Even Dr. Cooley's descriptions command my respect.

It was said that DeBakey was too busy to ever attend a party, unless he was sure that a congressman might be present for whom he might squeeze another million-dollar grant for his work at Baylor Medical Center and at the Methodist Hospital in Houston.

He was damn right, too. Those grants saved lives.
posted by sondrialiac at 12:21 PM on July 12, 2008


Baylor College of Medicine has put together a nice collection of information, videos, interviews, lists of awards and touching memories from former patients and patient families. I thought the videos were interesting to see how much the Texas Medical Center has grown since DeBakey came to Baylor in 1948. Great to peruse if you're interested in this.

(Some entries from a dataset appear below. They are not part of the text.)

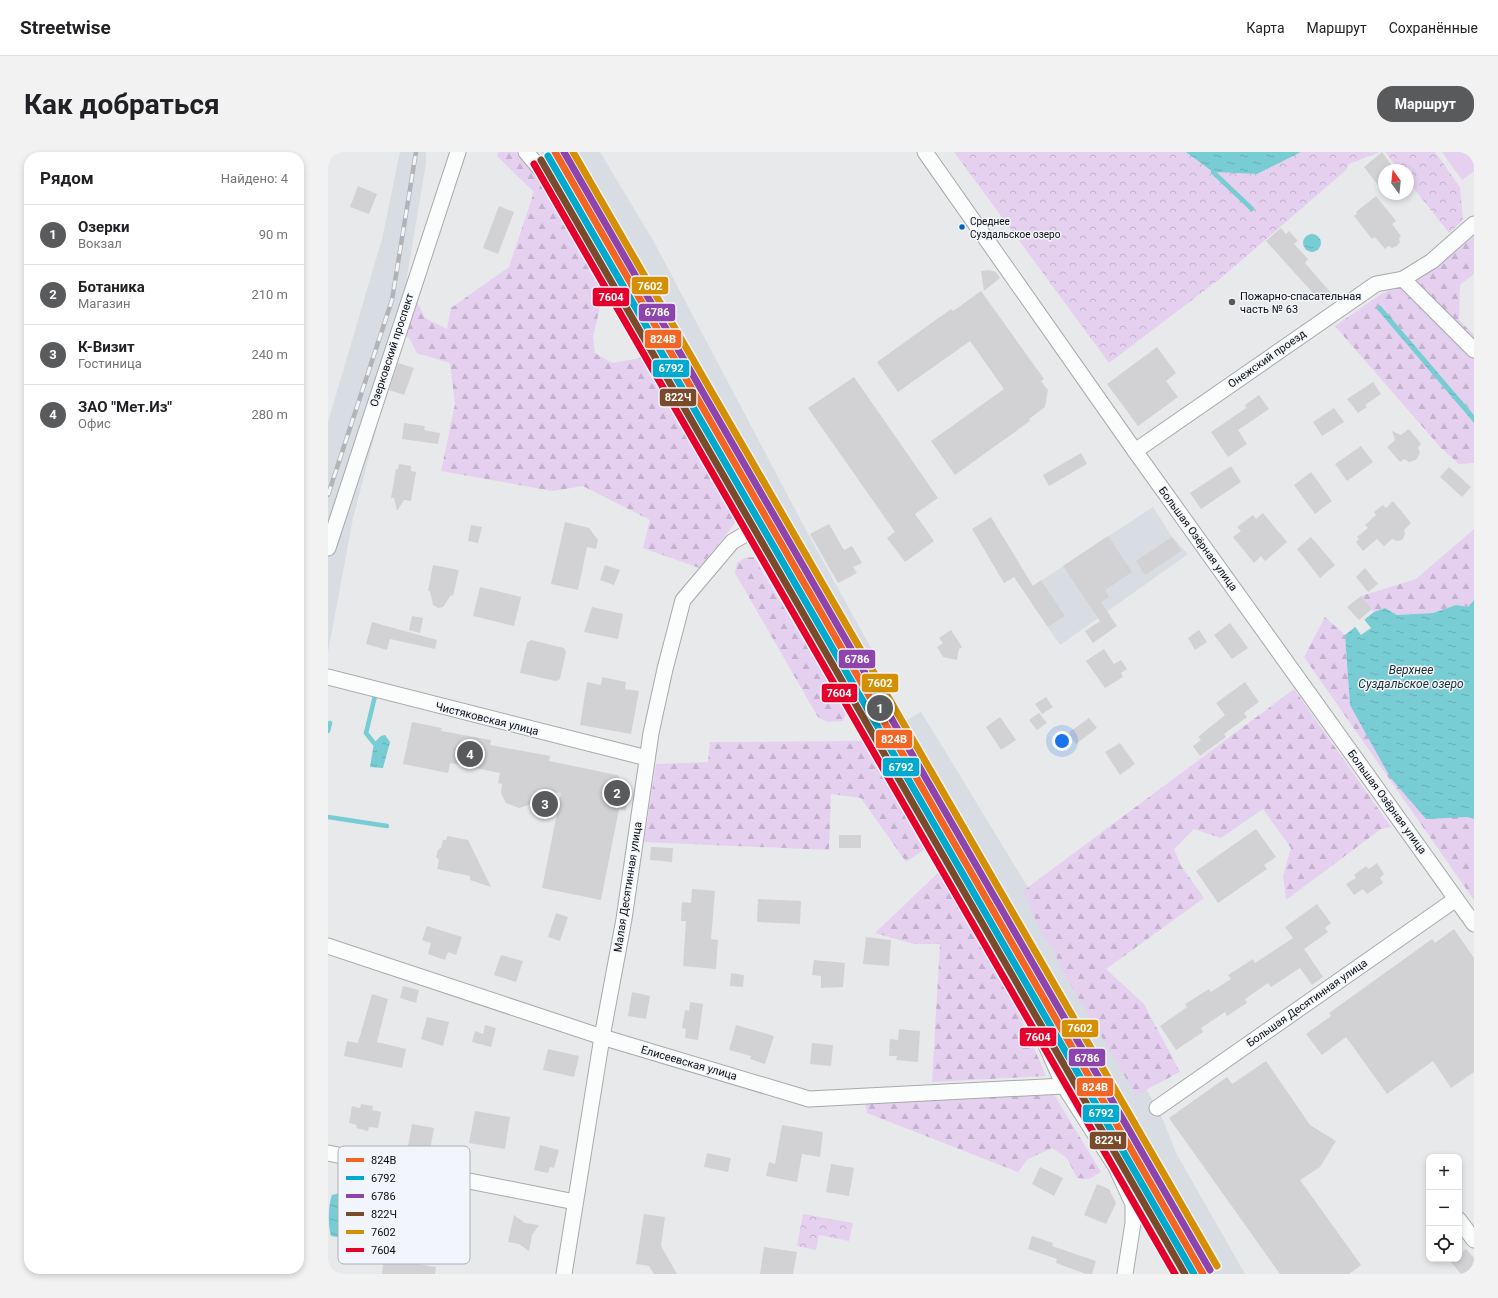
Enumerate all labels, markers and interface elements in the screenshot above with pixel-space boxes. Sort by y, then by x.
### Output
text: Streetwise [20,16,111,39]
text: Карта [1246,20,1285,36]
text: Маршрут [1307,20,1367,36]
text: Сохранённые [1389,20,1478,36]
button: Маршрут [1377,86,1474,122]
text: Как добраться [24,88,220,121]
north arrow [1378,164,1414,200]
text: Рядом [40,168,94,188]
text: Найдено: 4 [221,171,288,186]
place label: Среднее Суздальское озеро [970,216,1061,240]
text: Озерки [78,218,130,236]
marker: Среднее Суздальское озеро [957,222,967,232]
text: 1 [49,227,57,242]
text: 90 m [259,227,288,242]
text: Вокзал [78,236,122,251]
line badge: 7602 [631,276,669,295]
text: Ботаника [78,278,145,296]
text: 7602 [637,280,663,293]
text: 2 [49,287,57,302]
text: 210 m [251,287,288,302]
line badge: 7604 [592,287,630,307]
place label: Пожарно-спасательная часть № 63 [1240,290,1361,316]
street label: Озерковский проспект [367,291,417,408]
text: 7604 [598,291,624,304]
text: Магазин [78,296,131,311]
marker: Пожарно-спасательная часть № 63 [1227,297,1237,307]
line badge: 6786 [638,303,676,322]
text: 6786 [644,306,670,319]
street label: Онежский проезд [1226,327,1309,391]
line badge: 824В [644,329,682,349]
text: 824В [650,333,676,346]
text: К-Визит [78,338,135,356]
text: 3 [49,347,57,362]
text: 240 m [251,347,288,362]
text: Гостиница [78,356,142,371]
line badge: 6792 [652,359,690,378]
text: 6792 [658,362,684,375]
line badge: 822Ч [659,388,697,407]
text: 822Ч [665,391,691,404]
text: ЗАО "Мет.Из" [78,398,172,416]
text: 4 [49,407,57,422]
text: 280 m [251,407,288,422]
text: Офис [78,416,111,431]
street label: Большая Озёрная улица [1156,484,1240,594]
line badge: 6786 [838,649,876,669]
text: 6786 [844,653,870,666]
water label: Верхнее Суздальское озеро [1358,663,1464,691]
line badge: 7602 [861,673,899,693]
text: 7602 [867,677,893,690]
line badge: 7604 [821,683,858,703]
text: 7604 [826,687,852,700]
pin: 1 [867,693,893,723]
street label: Чистяковская улица [434,700,540,738]
line badge: 824В [875,729,913,749]
your location [1052,731,1072,751]
text: 824В [881,733,907,746]
pin: 4 [457,739,483,769]
street label: Большая Озёрная улица [1345,747,1429,857]
line badge: 6792 [882,757,920,777]
text: 6792 [888,761,914,774]
pin: 2 [604,778,630,808]
pin: 3 [532,789,558,819]
street label: Малая Десятинная улица [611,821,645,953]
street label: Большая Десятинная улица [1244,956,1370,1050]
line badge: 7602 [1061,1019,1099,1038]
text: 7602 [1067,1022,1093,1035]
line badge: 7604 [1019,1027,1057,1047]
text: 7604 [1025,1031,1051,1044]
street label: Елисеевская улица [639,1043,739,1083]
line badge: 6786 [1068,1048,1106,1067]
text: 6786 [1074,1052,1100,1065]
line badge: 824В [1076,1077,1114,1097]
text: 824В [1082,1081,1108,1094]
line badge: 6792 [1082,1104,1120,1123]
text: 6792 [1088,1107,1114,1120]
line badge: 822Ч [1089,1131,1127,1150]
text: 822Ч [1095,1134,1121,1147]
legend [338,1146,470,1264]
text: 824В [371,1154,397,1167]
map controls [1426,1154,1462,1262]
button: + [1426,1154,1462,1190]
text: 6792 [371,1172,396,1185]
text: 6786 [371,1190,396,1203]
button: − [1426,1190,1462,1226]
text: 822Ч [371,1208,397,1221]
text: 7602 [371,1226,396,1239]
button: locate [1426,1226,1462,1262]
text: 7604 [371,1244,396,1257]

Methodist kept his illnesses secret whenever he was inpatient. Much of the TMC community was unaware he was dying. I think many expected him to keep going, keep working. This city is sad today.
posted by dog food sugar at 12:26 PM on July 12, 2008 [1 favorite]


From the "fear" link, for a second I pictured Dr. DeBakey as Gordon Ramsay in the OR, calling Marius Barnard a donkey and stuff. I mean yeah, Ramsay can cook a decent John Dory and risotto, but THIS GUY FIGURED OUT HOW TO FIX HEARTS for Christsake.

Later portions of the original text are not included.